Instrument consumables: centrifuge, homogenizer, high speed centrifuge, 0.45 μm filter (Mercury Miller, SLHV033), lysis buffer

The method comprises the following steps: the thalli is centrifugally collected at 8000rpm for 30 minutes, added with lysate for resuspension, and crushed by a homogenizer. The supernatant and the precipitate were separated by high-speed centrifugation. The supernatant was passed through a 0.45 μm filter and ready for further chromatographic purification.

2.2 chromatographic column purification process:

the instrument comprises the following steps: AKTA-purify, column, chromatography solution

2.2.1 Nickel column chromatography

The method comprises the following steps: the nickel column (GE life sciences) was equilibrated with 0.5% solution B (20mM Tris, 250mM Nacl, 1M imidazole, 5% glycerol, pH 8.0). Purified protein solutions were obtained following the AKTA instrumentation procedure.

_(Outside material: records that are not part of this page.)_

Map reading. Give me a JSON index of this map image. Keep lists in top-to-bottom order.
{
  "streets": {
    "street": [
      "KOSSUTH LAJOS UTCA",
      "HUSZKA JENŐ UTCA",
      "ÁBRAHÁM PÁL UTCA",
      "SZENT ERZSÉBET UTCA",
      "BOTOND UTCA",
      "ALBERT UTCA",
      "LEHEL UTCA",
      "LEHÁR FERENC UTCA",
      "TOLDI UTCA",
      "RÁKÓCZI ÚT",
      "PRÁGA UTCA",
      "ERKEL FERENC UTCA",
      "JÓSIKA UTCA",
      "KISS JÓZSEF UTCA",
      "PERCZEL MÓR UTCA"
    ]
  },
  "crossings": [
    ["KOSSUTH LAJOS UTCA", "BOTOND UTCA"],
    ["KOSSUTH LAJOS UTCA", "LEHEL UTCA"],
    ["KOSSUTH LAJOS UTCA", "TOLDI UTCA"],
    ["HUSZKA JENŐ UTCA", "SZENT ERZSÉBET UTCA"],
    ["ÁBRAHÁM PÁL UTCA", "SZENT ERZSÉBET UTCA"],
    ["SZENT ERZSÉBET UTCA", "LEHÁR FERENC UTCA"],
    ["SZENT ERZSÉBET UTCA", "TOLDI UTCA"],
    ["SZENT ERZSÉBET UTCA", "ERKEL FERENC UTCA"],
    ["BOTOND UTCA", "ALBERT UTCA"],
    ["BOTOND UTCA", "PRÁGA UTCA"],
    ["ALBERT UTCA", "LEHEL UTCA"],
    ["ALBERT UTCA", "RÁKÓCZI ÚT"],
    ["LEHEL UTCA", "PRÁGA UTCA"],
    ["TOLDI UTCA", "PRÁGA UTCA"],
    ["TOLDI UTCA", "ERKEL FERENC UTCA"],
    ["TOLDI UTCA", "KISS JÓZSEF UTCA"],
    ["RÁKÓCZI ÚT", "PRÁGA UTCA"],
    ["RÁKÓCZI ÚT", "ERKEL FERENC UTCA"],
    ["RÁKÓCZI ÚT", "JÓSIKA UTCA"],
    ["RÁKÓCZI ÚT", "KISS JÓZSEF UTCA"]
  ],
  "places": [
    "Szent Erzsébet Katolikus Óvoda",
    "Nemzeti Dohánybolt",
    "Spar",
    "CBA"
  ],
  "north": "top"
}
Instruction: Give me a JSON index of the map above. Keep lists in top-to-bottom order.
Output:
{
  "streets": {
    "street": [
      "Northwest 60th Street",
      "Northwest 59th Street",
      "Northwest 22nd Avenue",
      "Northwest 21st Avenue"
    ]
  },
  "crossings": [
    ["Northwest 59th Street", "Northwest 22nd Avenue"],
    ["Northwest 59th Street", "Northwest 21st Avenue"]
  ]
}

2.2.2 heparin chromatography

The method comprises the following steps: this was equilibrated with 25% solution B (20mM Hepes, 1M Nacl, 5% glycerol, pH 7.5) using a heparin (Heprin) chromatography column (GE life sciences). Purified protein solutions were obtained following the AKTA instrumentation procedure.

3 concentrating and changing liquid

Instrument consumables: 30kD concentrator tube (Merck Millipop, UFC903096), low-temperature high-speed centrifuge

The method comprises the following steps: adding the protein solution into a concentration tube, centrifuging at 4 degrees for 40 minutes at 5000rpm, taking out the concentration tube, removing the penetration liquid, adding 15ml of protein preservation solution (20mM Hepes, pH 7.5; 150mM KCl; 1% sucrose; 30% glycerol; 1mM Dithiothreitol (DTT)), and centrifuging at 4 degrees for 40 minutes; and repeating the steps for 3 times to obtain a final LwaCas13a protein solution, subpackaging and storing at-80 ℃.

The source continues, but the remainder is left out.